February 10, 2019 - #4665 Music & the Spoken Word
The Music & the Spoken Word broadcast airs live via TV, radio, and internet stream on Sunday at 9:30 a.m. mountain standard time. For information on other airtimes, visit “Airing Schedules” at musicandthespokenword.org.
Conductor: Mack Wilberg
Organist: Richard Elliott
Announcer: Lloyd Newell
“Praise to the Lord, the Almighty”1
Music: Stralsund Gesangbuch, 1665
Lyrics: Joachim Neander; translated by Catherine Winkworth
Arrangement: Mack Wilberg
“Be Thou My Vision”2
Lyrics: Ancient Irish hymn; translated by Mary E. Byrne; versed by Eleanor H. Hull
Arrangement: Mack Wilberg
“This Is My Father’s World” (Organ solo)
English folk melody
Arrangement: Dale Wood
“Lovely Appear” from The Redemption
Music: Charles Gounod
“Love Is a Song”
Music: Frank Churchill
Lyrics: Larry Morey
Arrangement: Arthur Harris
“Hold On” from The Secret Garden
Music: Lucy Simon
Lyrics: Marsha Norman
Arrangement: Ryan Murphy
“A Gaelic Blessing”3
Music: John Rutter
Lyrics: Old Gaelic tune
The Spoken Word
For Love to Flourish
To be human is to love. We become our best and truest selves only when we stop focusing on ourselves and start loving others. Love gives richness and beauty to life. People who love are able to keep going forward during difficulties and experience authentic joy.

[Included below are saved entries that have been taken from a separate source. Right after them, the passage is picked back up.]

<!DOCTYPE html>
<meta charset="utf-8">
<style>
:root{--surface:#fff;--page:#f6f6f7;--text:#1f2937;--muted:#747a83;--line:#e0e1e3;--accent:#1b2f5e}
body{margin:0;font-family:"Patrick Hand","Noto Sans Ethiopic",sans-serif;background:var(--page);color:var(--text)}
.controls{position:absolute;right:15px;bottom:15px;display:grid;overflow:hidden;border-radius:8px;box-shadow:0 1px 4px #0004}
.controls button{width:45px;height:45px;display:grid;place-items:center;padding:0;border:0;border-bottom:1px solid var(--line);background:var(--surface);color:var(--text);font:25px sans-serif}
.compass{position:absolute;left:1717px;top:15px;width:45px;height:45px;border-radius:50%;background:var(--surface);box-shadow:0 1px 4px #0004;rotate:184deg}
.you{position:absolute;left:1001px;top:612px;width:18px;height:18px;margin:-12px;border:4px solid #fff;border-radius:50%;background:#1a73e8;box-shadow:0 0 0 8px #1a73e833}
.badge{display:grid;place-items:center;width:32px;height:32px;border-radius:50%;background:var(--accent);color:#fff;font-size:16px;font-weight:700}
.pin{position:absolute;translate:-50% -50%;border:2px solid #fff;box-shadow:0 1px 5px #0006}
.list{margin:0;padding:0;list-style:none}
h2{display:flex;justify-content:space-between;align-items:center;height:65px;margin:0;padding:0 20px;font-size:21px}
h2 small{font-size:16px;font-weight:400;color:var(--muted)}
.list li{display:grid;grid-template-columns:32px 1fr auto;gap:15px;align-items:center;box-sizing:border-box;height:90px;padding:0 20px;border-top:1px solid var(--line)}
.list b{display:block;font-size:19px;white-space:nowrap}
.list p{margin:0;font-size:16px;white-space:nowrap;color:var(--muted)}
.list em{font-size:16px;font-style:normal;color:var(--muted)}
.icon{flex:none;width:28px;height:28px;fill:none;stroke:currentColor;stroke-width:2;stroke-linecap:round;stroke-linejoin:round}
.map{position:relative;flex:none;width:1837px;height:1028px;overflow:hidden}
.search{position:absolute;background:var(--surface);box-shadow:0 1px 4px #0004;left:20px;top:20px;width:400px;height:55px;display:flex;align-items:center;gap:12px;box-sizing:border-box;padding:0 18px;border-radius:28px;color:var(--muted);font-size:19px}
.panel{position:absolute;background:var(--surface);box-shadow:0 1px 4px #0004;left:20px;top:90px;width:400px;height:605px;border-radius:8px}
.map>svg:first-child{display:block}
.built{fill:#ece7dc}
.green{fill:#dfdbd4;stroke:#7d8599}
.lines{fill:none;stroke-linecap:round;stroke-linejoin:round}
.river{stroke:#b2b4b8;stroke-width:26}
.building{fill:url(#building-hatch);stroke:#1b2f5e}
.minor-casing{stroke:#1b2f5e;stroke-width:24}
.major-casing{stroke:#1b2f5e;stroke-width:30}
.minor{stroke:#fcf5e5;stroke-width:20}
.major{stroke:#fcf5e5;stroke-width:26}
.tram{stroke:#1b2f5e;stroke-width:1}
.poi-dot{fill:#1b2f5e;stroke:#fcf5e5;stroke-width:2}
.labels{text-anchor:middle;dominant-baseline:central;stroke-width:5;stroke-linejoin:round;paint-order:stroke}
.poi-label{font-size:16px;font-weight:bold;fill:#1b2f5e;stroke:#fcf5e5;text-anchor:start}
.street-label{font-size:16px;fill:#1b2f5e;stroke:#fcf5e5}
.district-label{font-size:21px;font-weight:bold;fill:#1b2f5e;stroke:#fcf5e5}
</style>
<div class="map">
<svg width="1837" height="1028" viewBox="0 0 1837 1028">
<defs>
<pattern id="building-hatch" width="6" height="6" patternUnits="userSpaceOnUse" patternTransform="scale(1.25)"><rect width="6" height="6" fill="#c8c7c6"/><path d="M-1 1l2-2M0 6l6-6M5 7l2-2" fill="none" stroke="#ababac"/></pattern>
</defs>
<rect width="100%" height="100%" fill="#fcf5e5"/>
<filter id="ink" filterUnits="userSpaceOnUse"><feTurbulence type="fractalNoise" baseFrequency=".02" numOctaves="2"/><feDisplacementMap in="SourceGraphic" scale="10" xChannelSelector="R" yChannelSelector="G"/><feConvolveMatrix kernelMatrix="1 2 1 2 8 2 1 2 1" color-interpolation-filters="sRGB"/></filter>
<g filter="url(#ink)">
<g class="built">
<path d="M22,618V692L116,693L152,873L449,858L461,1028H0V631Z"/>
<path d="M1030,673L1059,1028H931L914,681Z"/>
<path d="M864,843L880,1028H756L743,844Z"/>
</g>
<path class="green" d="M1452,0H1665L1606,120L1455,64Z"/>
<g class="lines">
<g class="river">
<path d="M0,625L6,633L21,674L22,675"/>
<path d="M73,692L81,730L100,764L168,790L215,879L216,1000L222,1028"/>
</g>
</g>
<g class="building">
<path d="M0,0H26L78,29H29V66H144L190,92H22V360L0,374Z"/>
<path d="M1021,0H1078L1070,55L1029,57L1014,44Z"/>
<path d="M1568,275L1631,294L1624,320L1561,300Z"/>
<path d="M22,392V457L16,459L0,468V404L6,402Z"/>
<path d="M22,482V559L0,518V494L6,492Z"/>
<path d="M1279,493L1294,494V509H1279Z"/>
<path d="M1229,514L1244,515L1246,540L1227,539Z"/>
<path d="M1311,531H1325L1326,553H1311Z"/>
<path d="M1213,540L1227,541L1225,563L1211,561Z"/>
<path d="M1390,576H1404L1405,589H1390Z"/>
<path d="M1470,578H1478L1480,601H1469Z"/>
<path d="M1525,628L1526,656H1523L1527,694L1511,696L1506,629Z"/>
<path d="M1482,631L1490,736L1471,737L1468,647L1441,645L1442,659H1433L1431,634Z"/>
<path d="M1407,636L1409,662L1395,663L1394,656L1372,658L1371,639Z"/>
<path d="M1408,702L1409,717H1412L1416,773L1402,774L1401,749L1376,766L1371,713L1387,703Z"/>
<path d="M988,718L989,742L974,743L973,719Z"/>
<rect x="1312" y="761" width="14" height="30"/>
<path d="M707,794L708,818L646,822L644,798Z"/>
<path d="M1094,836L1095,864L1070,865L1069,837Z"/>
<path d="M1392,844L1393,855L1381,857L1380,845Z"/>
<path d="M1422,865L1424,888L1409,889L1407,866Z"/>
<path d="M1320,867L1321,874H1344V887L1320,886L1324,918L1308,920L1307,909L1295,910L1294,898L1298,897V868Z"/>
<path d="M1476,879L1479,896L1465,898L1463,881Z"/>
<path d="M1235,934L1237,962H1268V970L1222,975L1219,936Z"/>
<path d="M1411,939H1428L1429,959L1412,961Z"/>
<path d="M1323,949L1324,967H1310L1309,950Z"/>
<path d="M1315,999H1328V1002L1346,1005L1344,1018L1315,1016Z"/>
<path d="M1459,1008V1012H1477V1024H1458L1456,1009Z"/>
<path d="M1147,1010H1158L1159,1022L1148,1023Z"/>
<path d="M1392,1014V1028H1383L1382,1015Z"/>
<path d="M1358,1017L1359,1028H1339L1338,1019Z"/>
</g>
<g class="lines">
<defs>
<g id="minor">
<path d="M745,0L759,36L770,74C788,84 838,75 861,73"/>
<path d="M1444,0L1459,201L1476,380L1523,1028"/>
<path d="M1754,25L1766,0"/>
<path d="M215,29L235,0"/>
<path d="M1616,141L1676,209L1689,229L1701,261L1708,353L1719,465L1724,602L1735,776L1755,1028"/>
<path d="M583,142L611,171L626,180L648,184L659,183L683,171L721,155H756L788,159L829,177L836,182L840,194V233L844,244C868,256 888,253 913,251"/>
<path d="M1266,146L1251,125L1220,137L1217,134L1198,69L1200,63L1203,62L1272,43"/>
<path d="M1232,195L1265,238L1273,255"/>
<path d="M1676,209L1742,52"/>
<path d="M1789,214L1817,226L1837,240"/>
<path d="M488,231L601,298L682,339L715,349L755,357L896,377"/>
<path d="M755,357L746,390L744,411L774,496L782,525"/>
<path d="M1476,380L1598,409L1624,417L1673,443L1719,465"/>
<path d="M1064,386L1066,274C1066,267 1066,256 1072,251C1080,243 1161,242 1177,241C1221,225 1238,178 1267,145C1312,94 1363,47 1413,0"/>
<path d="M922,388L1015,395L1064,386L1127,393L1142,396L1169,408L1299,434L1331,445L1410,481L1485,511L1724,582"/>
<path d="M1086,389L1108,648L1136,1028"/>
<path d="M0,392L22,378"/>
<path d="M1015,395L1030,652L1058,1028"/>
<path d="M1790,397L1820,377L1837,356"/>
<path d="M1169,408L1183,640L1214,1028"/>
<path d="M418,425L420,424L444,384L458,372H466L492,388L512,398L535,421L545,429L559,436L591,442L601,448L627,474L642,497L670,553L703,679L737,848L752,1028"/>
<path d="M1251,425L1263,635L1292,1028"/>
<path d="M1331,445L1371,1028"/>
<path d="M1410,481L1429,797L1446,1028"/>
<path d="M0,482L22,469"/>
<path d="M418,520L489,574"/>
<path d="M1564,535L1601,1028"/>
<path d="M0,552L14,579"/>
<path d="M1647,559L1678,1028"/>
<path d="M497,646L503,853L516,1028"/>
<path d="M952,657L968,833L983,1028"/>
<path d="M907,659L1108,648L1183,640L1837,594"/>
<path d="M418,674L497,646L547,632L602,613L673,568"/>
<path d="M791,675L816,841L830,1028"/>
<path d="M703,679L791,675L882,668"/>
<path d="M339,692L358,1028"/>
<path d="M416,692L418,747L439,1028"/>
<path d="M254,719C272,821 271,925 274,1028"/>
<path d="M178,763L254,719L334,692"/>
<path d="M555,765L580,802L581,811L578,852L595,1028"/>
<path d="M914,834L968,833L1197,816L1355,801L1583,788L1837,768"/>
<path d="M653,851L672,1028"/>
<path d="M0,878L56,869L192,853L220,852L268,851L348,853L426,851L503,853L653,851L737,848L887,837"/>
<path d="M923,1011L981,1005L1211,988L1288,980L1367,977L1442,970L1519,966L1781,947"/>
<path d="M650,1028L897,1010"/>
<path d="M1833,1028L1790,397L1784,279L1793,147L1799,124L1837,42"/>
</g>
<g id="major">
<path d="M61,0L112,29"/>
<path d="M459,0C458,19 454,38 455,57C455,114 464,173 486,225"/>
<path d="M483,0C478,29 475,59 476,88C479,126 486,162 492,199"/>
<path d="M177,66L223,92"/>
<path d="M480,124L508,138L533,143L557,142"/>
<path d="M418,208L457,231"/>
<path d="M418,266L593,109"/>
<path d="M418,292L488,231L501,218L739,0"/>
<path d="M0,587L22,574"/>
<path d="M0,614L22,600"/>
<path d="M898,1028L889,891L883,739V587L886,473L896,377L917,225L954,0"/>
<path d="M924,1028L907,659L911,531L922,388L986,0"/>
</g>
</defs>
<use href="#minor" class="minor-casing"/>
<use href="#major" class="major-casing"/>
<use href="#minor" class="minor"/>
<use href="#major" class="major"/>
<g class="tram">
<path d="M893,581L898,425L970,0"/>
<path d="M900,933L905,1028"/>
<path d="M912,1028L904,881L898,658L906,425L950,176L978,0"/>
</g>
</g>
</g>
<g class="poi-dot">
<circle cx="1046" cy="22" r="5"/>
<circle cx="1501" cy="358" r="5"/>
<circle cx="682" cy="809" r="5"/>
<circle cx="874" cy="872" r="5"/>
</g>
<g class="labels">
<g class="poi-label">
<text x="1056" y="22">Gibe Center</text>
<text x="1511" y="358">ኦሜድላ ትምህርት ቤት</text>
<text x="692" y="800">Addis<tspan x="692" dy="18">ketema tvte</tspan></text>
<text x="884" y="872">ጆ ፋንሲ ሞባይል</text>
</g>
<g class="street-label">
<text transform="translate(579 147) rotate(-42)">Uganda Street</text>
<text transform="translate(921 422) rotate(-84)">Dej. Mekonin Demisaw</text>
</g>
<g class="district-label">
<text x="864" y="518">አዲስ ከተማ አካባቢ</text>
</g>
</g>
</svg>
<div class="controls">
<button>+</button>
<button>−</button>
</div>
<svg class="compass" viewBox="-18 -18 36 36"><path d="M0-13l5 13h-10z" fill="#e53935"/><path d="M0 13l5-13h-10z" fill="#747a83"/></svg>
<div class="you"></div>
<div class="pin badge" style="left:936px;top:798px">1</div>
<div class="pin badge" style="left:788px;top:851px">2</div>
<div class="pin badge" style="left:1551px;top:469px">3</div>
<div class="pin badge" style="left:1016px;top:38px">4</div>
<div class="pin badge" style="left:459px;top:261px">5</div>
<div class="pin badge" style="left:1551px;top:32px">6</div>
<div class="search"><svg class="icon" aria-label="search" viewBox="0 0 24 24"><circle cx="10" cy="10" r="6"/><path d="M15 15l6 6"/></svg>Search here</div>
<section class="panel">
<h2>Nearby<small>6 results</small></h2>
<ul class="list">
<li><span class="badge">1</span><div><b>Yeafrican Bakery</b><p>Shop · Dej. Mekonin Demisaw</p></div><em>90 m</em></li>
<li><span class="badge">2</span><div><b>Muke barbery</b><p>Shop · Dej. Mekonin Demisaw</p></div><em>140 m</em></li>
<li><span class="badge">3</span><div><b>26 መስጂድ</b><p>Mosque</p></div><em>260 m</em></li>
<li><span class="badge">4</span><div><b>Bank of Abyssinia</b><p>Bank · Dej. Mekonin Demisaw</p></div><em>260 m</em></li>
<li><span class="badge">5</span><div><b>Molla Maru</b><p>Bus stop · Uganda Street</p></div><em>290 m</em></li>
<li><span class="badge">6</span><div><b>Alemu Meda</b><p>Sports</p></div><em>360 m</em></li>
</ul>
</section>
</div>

True love, real love, is always selfless and centered on others. While healthy self-esteem can be good for us, self-centeredness can be as empty as no love at all. Love always turns us outward, not inward.
Of the many types of love, romantic love is perhaps the most talked about. Countless songs, poems, and movies depict wistful, starry-eyed couples falling in love. But there’s so much more to a successful, loving relationship.
It may help to learn from those who know what it takes to build such a relationship. When couples who have been married over 50 years were asked what it was that kept them together, they said it wasn’t romance. It was “a deep, caring friendship.” It was “the ability to enjoy each other’s company” and share one another’s interests. It sounds simple, but this kind of love takes time and effort. In some ways, relationships are like a garden, a car, or a home. They need constant care, periodic tune-ups, and occasional repairs.1
We know what it means to maintain a house, a car, or a flowerbed. But what does that kind of careful maintenance look like in a relationship? It means being thoughtful and caring. It means doing things together. It means sacrificing for and serving one another. Anything that shows we value and care about the relationship can nourish love—and, when necessary, revive it.
One man writes a love poem to his wife every year on her birthday. A woman sends a weekly email to her grown children letting them know they’re loved. Siblings gather twice a year to help their sister in need of home and yard care. In every case, love is the reason.
Love is what gives meaning to life—but only when we are willing to offer a bit of our lives to give meaning to our love.